Chef Donolon’s Jubilee Cake (ESO anniversary)
Guess what, it’s my birthday, so I’m gifting you all with a special recipe today (how perfect is it that this year my birthday is on a Friday)! Naturally I’ve got to do what I do every year, and bake myself a cake! Well now, it’s not often you see a fancy cake of such proportions anywhere in Tamriel, but when it’s time to pull out all the stops you can guarantee that Chef Donolon’s recipes have you covered! And of course to mark my reaching a quarter of a century old, nothing less than the classic Jubilee Cake will do. Best of all? It’s gluten free for my coeliac friends!

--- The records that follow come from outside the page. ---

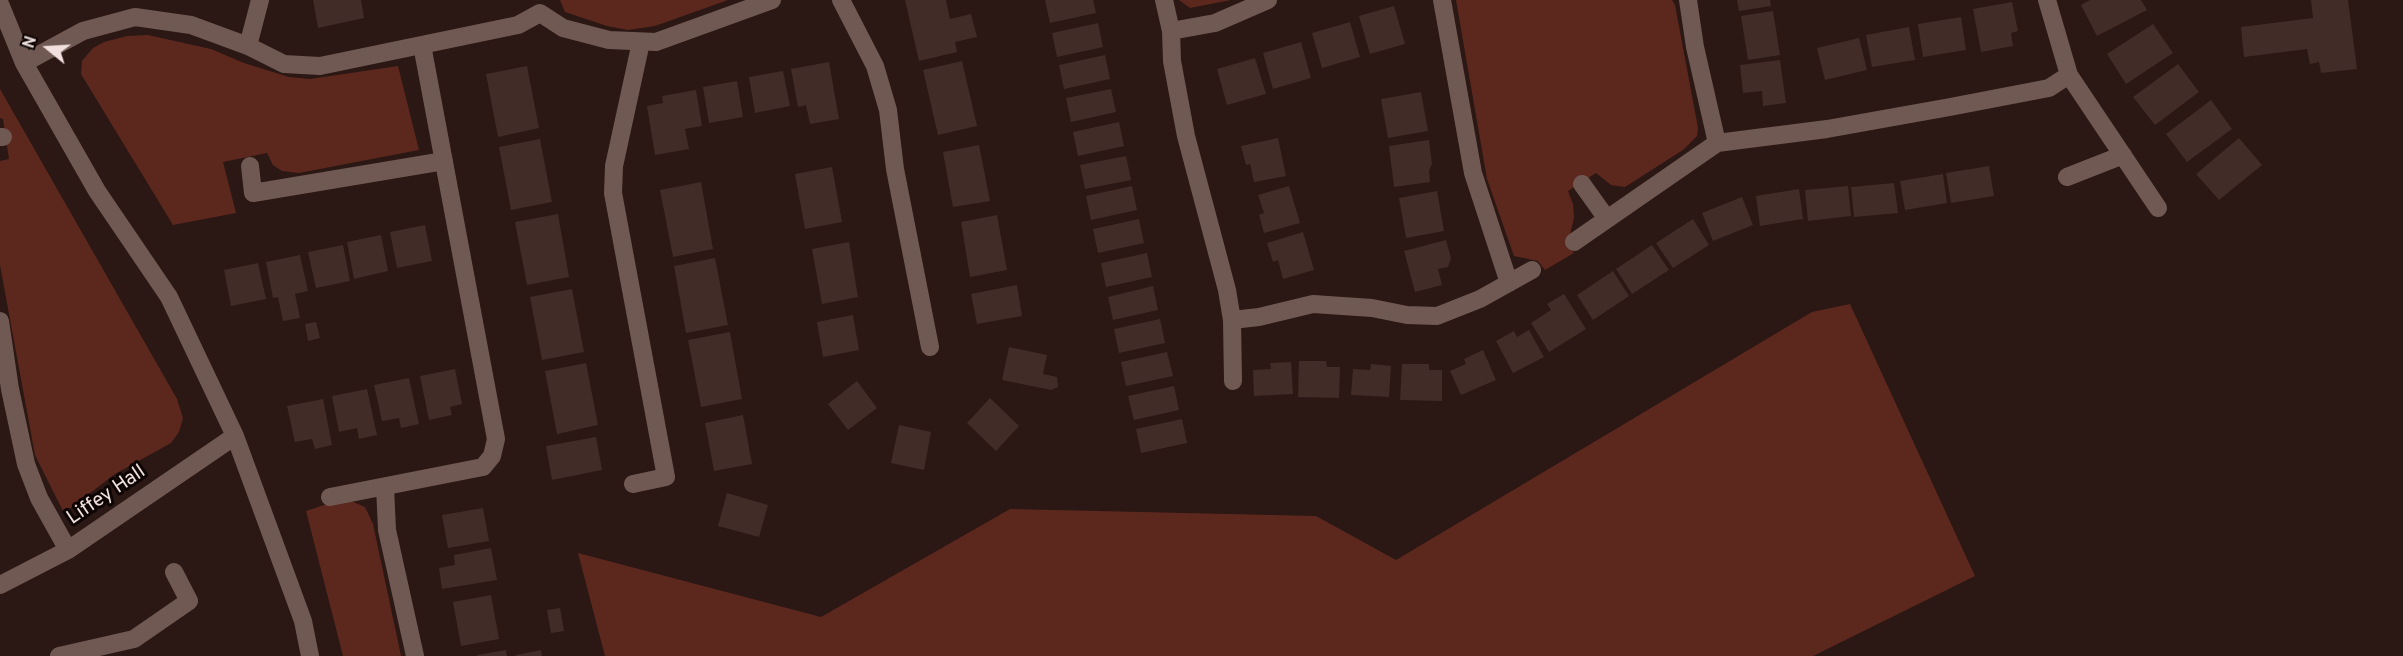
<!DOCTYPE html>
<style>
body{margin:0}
#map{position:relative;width:2403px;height:656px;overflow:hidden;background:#2b1713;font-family:Overpass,sans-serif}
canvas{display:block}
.north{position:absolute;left:18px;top:18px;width:60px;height:60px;-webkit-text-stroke:4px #0d0504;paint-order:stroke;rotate:288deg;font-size:16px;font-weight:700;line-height:24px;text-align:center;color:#f0e1de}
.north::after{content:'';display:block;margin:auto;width:21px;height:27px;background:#f0e1de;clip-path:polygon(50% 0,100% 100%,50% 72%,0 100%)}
</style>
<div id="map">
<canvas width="2403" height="656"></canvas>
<div class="north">N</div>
</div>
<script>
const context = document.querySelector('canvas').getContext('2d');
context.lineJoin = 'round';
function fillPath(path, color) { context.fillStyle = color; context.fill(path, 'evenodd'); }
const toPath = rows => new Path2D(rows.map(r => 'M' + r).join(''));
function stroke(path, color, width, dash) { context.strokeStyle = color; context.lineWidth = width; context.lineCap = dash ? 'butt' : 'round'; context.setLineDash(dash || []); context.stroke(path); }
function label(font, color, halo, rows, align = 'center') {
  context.font = font + ' Overpass,sans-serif'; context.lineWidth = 6; context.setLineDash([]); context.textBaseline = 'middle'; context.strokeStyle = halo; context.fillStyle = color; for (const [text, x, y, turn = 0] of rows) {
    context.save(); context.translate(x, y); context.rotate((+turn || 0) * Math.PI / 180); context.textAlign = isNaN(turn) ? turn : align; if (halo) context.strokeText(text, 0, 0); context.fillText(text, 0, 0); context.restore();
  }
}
const green = toPath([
 [560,0,728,0,655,26,628,30,607,26,565,12],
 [1179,0,1231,0,1190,8],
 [1456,0,1672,0,1675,5,1698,128,1697,136,1683,150,1625,187,1611,185,1596,173,1568,191,1573,204,1574,218,1569,238,1570,248,1574,253,1545,270,1538,261,1514,256,1487,179],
 [148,35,211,49,244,63,289,77,310,79,398,66,419,150,299,173,282,171,273,165,267,153,223,162,236,213,173,225,81,74,82,61,93,48,104,42,127,36],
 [0,89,177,399,183,418,179,432,171,443,115,474,64,513,35,455,0,265,0,161,9,159,3,119,0,118],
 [1850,304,1975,576,1813,656,605,656,578,553,821,617,1010,509,1316,516,1396,560,1812,312],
 [351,501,365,507,373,524,401,656,343,656,306,511,327,504]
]);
const building = toPath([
 [313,0,361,0,364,18,318,28],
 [905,0,946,0,950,19,971,14,977,37,955,42,957,52,919,61],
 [1045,0,1093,0,1096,13,1050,23],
 [1737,0,1770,0,1771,6,1739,11],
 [2090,0,2141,0,2147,10,2097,36,2081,5],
 [2311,0,2348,0,2357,69,2321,73,2319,62,2310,64,2307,49,2244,57,2241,27,2313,18],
 [2012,2,2018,31,2011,33,2013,46,1981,52,1973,9],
 [1394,6,1405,44,1370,54,1359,16],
 [1773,11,1780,55,1748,60,1741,16],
 [1961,17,1966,50,1923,57,1918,24],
 [1350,22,1360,57,1322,68,1312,33],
 [1098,23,1103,47,1057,57,1052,33],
 [2153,24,2173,53,2126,84,2107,54],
 [1909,27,1915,60,1872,67,1866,35],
 [1859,38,1867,70,1825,80,1817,48],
 [1301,42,1311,78,1273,89,1263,53],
 [1105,55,1110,79,1064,89,1059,65],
 [1255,58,1266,94,1227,105,1217,69],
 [1780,60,1786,103,1763,106,1762,91,1743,93,1740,65],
 [962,61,977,126,938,135,923,70],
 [829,62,839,119,810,124,806,105,798,107,791,69],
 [2178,64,2199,92,2155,125,2133,97],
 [527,66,539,128,498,137,486,74],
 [783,71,790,106,755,113,749,77],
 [737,81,743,117,709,123,703,87],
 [1111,89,1116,112,1071,122,1066,98],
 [696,90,702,126,685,129,689,149,655,155,647,106,663,103,662,96],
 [1421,92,1428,131,1388,138,1381,99],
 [2211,100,2232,129,2187,162,2166,134],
 [1119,122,1124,146,1078,156,1073,132],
 [1278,138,1286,176,1254,182,1250,164,1246,165,1241,146],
 [2239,138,2262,165,2219,200,2196,174],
 [540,139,552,202,511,210,499,147],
 [1429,140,1432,164,1429,171,1430,182,1394,187,1389,146],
 [979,145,990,201,953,207,943,152],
 [1126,156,1131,180,1085,189,1080,165],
 [1989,166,1994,196,1951,203,1946,173],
 [832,167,842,222,805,229,795,174],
 [1943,174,1947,203,1905,210,1900,181],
 [701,182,713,249,673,257,660,190],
 [1894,183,1898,213,1854,217,1851,187],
 [1132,186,1137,210,1091,220,1086,196],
 [1289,186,1300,223,1264,233,1259,215,1264,213,1258,195],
 [1848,186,1851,216,1808,221,1805,190],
 [1799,189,1803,219,1760,226,1756,196],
 [1437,191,1444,231,1406,238,1399,198],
 [1742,197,1753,225,1713,241,1702,213],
 [558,214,569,277,527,285,515,222],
 [997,215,1007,270,970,277,961,222],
 [1139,219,1144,243,1098,253,1093,229],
 [1693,219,1709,245,1673,268,1656,243],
 [425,225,432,261,397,268,390,232],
 [1303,232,1314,270,1283,279,1278,260,1273,262,1267,243],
 [381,235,388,271,354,279,347,242],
 [1446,240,1451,258,1448,267,1438,269,1442,285,1415,292,1404,251],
 [849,242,858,297,822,304,812,249],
 [343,245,350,281,316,288,308,252],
 [1652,245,1669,270,1632,294,1616,269],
 [1147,253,1152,277,1106,287,1101,263],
 [300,255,308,291,295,294,300,318,283,321,278,297,273,298,266,262],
 [715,258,728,325,686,333,674,266],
 [258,263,266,299,231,306,224,270],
 [1613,271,1629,296,1593,320,1577,295],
 [1017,285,1022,316,977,324,971,294],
 [1153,286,1158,310,1113,320,1108,297],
 [572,289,584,352,542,360,530,297],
 [1564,294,1586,329,1549,352,1531,323,1551,310,1547,304],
 [853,315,859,350,823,357,817,322],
 [1160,319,1165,343,1119,353,1114,329],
 [316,322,320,338,308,341,305,324],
 [1529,330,1544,357,1513,373,1496,341,1514,331,1517,337],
 [730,332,742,399,701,407,688,340],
 [1009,347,1047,355,1043,374,1057,377,1058,387,1051,390,1002,380],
 [1483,350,1496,380,1461,395,1450,371,1466,364,1464,359],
 [1167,352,1173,376,1126,386,1121,362],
 [1299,361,1326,361,1327,367,1340,367,1339,398,1298,397],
 [1291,362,1293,394,1254,396,1253,370,1271,369,1270,363],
 [586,363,598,425,557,434,545,371],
 [1371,364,1391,366,1389,397,1351,395,1353,369,1370,370],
 [1402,364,1429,364,1429,370,1442,370,1442,401,1400,400],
 [455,369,462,404,450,407,452,415,429,420,420,376],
 [409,378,419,424,401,428,399,418,382,421,374,385],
 [857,381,877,408,848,430,828,404],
 [1174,386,1179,410,1134,420,1128,396],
 [367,389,377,435,359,439,357,428,339,432,332,396],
 [990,398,1019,426,996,451,967,423],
 [323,399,332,445,315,449,312,439,295,442,287,406],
 [743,415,752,464,714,471,705,423],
 [1182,419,1187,443,1141,453,1136,429],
 [899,425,931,432,924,470,891,463],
 [596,437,602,470,552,480,546,446],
 [727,493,768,505,759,537,718,526],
 [483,508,489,541,448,548,442,515],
 [491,548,497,580,442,589,439,568,455,565,454,555],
 [491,595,499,639,461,646,453,602],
 [560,608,564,631,551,633,547,610],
 [506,650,507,656,477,656,477,655],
 [541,650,542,656,516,656,516,655]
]);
const minor = toPath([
 [841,0,875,66,888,110,895,169,930,347],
 [1164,0,1171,31,1172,61,1186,136,1227,290,1232,320,1233,381],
 [1442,0,1473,173,1509,283],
 [1688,0,1695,47,1717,143],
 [2047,0,2069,75,2158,208],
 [0,4,24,63,97,191,169,297,235,436,303,621,310,656],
 [1171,31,1215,23,1268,0],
 [248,46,260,0],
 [24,63,83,31,135,17,191,25,248,46,284,64,320,66,518,25,540,13,563,28,609,40,656,42,772,0],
 [0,137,3,137],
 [250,166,253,193,444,161],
 [2067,177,2123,155],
 [1582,184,1607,219],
 [1574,242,1717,143,1827,129,1950,107,2049,88,2069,75],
 [1232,320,1259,317,1313,304,1372,308,1407,315,1437,316,1480,299,1532,270],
 [0,321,10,389,26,464,39,498,68,550],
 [633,484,666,477,613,193,614,166,641,42],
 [385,487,387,530,415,656],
 [330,497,483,467,492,456,496,439,422,45],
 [0,585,68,550,235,436],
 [59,656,134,639,189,601,174,572]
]);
const streetNames = [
 ["Liffey Hall",107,496,-34]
];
fillPath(green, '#5c281e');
fillPath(building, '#422c27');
stroke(minor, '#715953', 18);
label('20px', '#f0e1de', '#0d0504', streetNames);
</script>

I gained much inspiration in pastry making from the famous book, Donolon Bakes, and this Jubilee Cake is always a guaranteed hit with all folks old and young. Of course, the secret recipe for this lies with the Chef’s Charmed Mixing Bowl, which I don’t have (and neither do you, most likely), so after lots of experimenting I finally came up with what I hope is a passable replica of the real deal! Celebrate my birthday with me and share a slice!
You will need: Cake 100g plain unsweetened cocoa powder 250g fine ground almond meal 300 ml olive oil 250ml hot water 6 eggs 4 tsp vanilla extract 200g caster sugar 1 tsp baking soda Pinch of salt
Frosting 3 cups heavy cream 1 ½ packets (375g) cream cheese, softened 1 cup caster sugar 1 tsp vanilla essence 1 tsp almond essence Sliced almonds Handful of strawberries, halved Handful of blueberries
Method: Preheat your oven to 170C/325F. Grease two medium springform baking tins well with oil.
In a bowl, sift the cocoa powder and add the hot water, until it is a runny liquid. Add the vanilla essence and stir through.
Whisk the eggs, olive oil, and sugar together until the mixture is fluffy, then add the cocoa mixture. Whisk again until throughly blended.
Add the almond meal, salt, and baking soda, and beat it all together until a smooth even batter has formed. Pour the batter half and half into the two tins, and bake for 45 minutes. Leave for 15 minutes and run a knife around the edges of the tin before releasing the cakes. Leave them to cool on a wire rack.
For the icing, use an electric whisk to beat the cream and cream cheese and until mixed through and stiff peaks have formed. Add the sugar, vanilla and almond essences, and whisk until all the ingredients are well combined.
Spread half the frosting on the surface of the first cake, then stack the next cake on top. Cover with the remaining frosting, then decorate generously with almond slices and berries.